Did they work badly for you ?
If you account yourself as a member of the Linux media, then for sure I hope for a dismemberment anytime soon. There are only a few of the
You've jumped to that conclusion only because I've taken a stance you do not like about SuSE. That does not mean I will get some kind of vendetta to attack SuSE at every move, or even if I did, that I couldn't report the 99% of topics that do not relate to SuSE just fine.
Actually, no. I say that because I want people to have more than hearsay to work with when complaining.
userspace on a personal crusade against M$. Most of us have only gotten fed up with their products, and have found something else that we like better. Since you like Microsoft better ( which must be the case if you dislike Linux so much, as all of the problems described in this much too long and washed out thread can be reproduced on any Linux distro, given the (in)correct hardware for each particular distro )

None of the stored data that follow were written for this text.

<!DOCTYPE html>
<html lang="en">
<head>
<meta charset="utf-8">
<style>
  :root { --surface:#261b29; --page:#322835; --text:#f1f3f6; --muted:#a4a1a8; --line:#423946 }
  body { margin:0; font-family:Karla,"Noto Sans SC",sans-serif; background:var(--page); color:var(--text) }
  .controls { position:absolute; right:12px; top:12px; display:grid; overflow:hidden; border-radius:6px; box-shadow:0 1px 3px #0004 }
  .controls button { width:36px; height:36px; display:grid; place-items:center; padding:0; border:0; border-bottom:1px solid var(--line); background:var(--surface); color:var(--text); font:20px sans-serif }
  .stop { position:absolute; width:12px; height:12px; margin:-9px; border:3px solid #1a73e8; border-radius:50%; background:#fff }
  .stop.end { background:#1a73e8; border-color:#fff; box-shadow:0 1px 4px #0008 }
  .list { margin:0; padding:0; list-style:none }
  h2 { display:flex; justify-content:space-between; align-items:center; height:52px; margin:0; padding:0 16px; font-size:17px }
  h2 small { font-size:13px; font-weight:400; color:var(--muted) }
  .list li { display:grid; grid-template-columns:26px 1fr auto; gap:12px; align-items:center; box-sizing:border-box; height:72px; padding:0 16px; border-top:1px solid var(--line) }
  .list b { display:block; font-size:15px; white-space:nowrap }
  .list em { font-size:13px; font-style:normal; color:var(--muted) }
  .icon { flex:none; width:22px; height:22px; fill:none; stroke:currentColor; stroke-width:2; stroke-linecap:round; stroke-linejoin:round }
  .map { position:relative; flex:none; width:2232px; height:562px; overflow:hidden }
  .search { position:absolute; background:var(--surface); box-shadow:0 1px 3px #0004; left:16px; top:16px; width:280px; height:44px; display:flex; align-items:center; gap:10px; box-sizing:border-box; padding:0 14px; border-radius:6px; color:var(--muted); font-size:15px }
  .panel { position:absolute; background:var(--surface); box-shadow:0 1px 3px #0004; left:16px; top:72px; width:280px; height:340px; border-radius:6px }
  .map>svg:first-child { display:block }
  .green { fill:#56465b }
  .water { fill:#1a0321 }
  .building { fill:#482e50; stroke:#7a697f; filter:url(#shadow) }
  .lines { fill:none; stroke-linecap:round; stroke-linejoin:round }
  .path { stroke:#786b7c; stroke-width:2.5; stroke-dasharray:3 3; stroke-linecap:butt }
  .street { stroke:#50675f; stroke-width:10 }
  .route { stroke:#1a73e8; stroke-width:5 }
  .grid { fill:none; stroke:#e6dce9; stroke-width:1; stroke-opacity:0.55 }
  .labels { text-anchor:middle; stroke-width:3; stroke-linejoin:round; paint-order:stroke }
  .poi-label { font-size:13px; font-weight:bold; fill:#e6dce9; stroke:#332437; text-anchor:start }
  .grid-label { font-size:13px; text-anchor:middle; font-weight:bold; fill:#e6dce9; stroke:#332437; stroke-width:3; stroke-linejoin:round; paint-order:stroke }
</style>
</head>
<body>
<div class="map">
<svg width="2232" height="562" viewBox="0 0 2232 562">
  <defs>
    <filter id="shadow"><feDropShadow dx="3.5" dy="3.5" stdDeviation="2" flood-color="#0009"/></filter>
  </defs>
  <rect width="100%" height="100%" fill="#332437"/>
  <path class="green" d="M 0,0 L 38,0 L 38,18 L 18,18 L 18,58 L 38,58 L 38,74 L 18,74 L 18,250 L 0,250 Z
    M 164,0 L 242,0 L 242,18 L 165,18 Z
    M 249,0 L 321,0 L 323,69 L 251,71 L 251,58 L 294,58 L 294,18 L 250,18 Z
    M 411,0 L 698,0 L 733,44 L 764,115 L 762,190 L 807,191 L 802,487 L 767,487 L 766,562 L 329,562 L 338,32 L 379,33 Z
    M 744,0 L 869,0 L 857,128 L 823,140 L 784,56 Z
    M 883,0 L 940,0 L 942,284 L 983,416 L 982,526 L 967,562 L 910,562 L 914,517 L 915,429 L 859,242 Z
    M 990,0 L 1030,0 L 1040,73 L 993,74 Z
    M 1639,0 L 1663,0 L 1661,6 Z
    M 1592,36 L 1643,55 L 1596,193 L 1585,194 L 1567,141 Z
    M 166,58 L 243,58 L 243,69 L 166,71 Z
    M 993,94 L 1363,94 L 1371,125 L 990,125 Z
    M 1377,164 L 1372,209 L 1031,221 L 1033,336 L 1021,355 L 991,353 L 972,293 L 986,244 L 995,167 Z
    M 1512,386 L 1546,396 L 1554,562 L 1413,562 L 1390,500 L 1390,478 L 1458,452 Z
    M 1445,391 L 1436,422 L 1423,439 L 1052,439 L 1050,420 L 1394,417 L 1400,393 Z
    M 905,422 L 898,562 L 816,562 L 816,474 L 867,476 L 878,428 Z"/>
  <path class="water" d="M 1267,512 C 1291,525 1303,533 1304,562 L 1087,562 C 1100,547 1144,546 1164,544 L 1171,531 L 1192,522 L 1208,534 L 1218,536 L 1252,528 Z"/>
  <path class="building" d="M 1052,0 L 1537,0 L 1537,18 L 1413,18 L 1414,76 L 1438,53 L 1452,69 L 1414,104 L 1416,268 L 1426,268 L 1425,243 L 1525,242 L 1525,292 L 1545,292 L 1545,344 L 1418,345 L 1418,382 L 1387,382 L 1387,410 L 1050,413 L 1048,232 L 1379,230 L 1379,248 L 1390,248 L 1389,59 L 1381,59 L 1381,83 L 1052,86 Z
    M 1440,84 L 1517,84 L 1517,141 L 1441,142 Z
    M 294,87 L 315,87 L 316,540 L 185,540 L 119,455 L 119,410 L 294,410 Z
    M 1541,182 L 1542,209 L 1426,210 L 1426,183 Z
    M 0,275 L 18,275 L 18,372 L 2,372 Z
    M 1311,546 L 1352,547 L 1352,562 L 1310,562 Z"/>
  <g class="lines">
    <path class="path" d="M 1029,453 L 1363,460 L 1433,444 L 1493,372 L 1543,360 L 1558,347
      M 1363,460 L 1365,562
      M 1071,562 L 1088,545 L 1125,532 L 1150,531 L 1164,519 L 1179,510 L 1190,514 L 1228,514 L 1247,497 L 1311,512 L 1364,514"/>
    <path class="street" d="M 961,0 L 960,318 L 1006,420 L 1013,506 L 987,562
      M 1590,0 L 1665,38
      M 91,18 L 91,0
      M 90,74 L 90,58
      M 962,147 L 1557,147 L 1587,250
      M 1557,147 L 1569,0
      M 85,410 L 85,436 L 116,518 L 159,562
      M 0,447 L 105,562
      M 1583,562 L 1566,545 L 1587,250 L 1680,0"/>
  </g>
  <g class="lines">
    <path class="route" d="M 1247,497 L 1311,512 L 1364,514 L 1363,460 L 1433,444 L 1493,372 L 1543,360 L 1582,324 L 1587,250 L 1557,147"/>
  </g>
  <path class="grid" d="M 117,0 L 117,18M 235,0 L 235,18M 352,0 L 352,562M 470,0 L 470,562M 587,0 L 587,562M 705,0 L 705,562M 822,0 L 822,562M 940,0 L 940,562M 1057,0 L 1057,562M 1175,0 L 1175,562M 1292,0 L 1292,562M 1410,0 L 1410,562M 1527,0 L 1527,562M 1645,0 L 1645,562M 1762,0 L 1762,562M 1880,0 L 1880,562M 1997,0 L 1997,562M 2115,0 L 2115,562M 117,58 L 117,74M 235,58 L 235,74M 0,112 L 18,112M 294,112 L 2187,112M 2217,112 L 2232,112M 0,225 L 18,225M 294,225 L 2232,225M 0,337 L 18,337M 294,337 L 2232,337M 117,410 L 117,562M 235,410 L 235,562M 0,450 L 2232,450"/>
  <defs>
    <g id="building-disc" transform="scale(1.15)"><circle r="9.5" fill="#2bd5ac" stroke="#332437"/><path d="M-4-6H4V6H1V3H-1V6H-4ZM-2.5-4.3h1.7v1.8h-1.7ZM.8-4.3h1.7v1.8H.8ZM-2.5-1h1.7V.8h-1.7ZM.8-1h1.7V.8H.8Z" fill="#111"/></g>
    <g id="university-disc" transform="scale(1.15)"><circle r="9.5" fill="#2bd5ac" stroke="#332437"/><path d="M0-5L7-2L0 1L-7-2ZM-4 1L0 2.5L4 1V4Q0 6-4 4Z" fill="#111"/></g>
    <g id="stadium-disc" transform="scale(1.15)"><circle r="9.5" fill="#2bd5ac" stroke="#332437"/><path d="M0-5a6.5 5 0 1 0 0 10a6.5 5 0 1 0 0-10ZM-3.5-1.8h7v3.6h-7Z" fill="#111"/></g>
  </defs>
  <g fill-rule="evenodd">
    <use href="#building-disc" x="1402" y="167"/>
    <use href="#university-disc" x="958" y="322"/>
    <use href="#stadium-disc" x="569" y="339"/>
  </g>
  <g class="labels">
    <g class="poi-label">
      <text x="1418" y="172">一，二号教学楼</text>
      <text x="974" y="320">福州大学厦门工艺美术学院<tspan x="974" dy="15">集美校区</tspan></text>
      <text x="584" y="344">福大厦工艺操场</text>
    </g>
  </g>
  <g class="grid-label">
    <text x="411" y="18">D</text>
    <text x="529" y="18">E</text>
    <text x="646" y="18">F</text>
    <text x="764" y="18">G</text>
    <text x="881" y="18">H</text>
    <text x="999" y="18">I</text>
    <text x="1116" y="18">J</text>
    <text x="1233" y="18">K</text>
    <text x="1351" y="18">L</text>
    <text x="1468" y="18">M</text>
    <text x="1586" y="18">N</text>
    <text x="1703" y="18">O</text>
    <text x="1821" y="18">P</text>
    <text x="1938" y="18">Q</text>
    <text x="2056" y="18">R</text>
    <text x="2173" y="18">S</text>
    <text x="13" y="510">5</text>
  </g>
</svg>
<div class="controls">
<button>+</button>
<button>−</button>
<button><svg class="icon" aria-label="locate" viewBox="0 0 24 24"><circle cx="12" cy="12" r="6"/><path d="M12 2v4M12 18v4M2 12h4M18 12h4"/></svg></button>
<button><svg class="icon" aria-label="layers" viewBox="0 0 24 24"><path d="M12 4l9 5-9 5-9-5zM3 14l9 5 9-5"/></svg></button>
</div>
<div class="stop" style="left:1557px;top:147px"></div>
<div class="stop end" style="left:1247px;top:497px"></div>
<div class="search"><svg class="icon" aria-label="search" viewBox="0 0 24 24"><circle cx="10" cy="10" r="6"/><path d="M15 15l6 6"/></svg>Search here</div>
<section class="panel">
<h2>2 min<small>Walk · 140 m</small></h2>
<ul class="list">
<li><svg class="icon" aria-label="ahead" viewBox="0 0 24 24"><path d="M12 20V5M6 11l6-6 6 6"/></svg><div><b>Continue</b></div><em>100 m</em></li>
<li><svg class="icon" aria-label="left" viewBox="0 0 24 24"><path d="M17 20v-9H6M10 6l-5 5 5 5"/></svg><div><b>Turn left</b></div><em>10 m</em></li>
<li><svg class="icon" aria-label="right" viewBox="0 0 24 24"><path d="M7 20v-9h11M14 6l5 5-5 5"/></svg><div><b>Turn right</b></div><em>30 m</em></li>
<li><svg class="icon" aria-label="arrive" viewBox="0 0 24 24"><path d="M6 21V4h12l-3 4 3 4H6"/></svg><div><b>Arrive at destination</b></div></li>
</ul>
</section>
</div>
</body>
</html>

Waaaaiiiitttt a second here. Not only do I not like Microsoft better, I have a fairly well earned dislike for Microsoft. Disliking Microsoft however, does not mean I'm just going to walk lock-step with the Linux crowd if I disagree with something or see a problem.
Further more, I'm not interested in Linux being an elitist OS. I want it to be accessable to the average person - the people that use Windows. That is why I say what I say. That is why I think that setup tools should be as easy as possible (with pro options hidden, but available with the right choices). That is why I think it is not commendable if a certain distro doesn't try to support even flaky hardware. And, that is why I think a distro deserves good, honest criticism rather then just ignoring problems out of loyality.
As I don't like repeating myself ( I get aggressive when I have to :) I won't. Buy. Try. Then bitch - with concrete facts. Notice the difference.
then why don't you just continue to use Windows ? Each too has its userbase, and its means to and end. Maybe Gates serves you better ? Who knows...
Well, that would be a silly assumption since I avoid Windows at every chance I have, I write articles geared toward enterprises looking to move to Linux, and I haven't used Windows as my primary OS for more then a year (and I've used Linux for almost four years).